┌─ RECORDED DATA
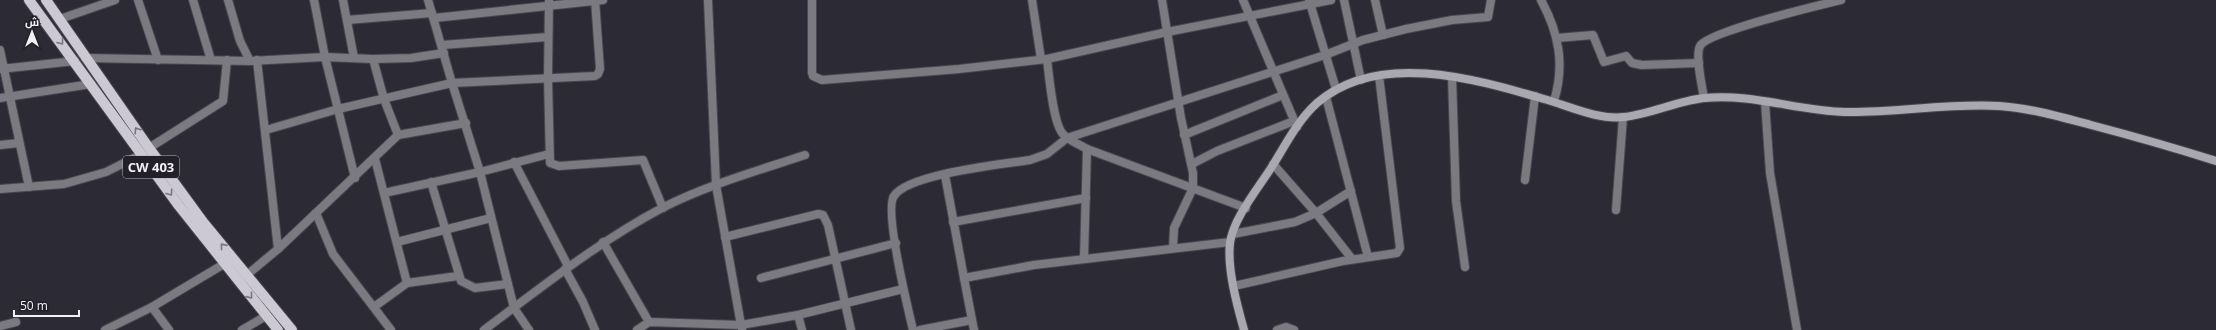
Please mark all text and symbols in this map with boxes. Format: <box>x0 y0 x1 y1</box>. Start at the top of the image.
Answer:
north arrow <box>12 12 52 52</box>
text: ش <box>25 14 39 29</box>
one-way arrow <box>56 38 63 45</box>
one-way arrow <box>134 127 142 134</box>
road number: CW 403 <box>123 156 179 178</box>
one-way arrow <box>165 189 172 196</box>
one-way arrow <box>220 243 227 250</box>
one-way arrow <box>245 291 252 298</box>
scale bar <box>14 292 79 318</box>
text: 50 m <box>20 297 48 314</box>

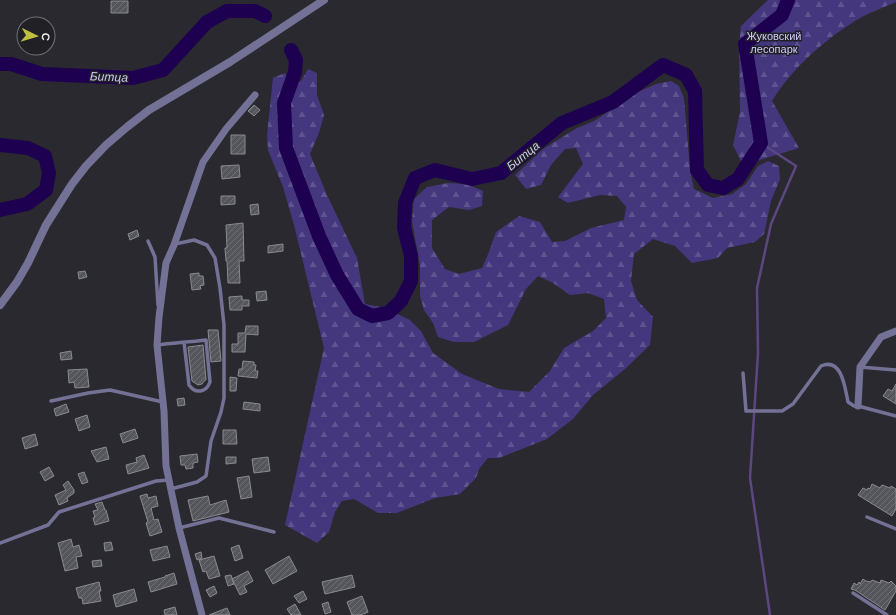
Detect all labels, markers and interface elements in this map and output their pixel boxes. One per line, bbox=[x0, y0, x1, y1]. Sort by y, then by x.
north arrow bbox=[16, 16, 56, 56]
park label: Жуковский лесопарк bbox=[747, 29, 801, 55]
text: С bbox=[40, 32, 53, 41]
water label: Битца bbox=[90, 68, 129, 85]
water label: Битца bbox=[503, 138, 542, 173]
└─
- **WHAT THIS TASK INVOLVES**
With the pictures left out, return each entry exactly as written.

- **EXERCISE ANSWER**
Please mark all text and symbols in this map with boxes. Format: <box>x0 y0 x1 y1</box>. Start at the top of the image.
Answer:
north arrow <box>12 12 52 52</box>
text: ش <box>25 14 39 29</box>
one-way arrow <box>56 38 63 45</box>
one-way arrow <box>134 127 142 134</box>
road number: CW 403 <box>123 156 179 178</box>
one-way arrow <box>165 189 172 196</box>
one-way arrow <box>220 243 227 250</box>
one-way arrow <box>245 291 252 298</box>
scale bar <box>14 292 79 318</box>
text: 50 m <box>20 297 48 314</box>

Detect all labels, markers and interface elements in this map and output their pixel boxes. One per line, bbox=[x0, y0, x1, y1]. Sort by y, then by x.
north arrow bbox=[16, 16, 56, 56]
park label: Жуковский лесопарк bbox=[747, 29, 801, 55]
text: С bbox=[40, 32, 53, 41]
water label: Битца bbox=[90, 68, 129, 85]
water label: Битца bbox=[503, 138, 542, 173]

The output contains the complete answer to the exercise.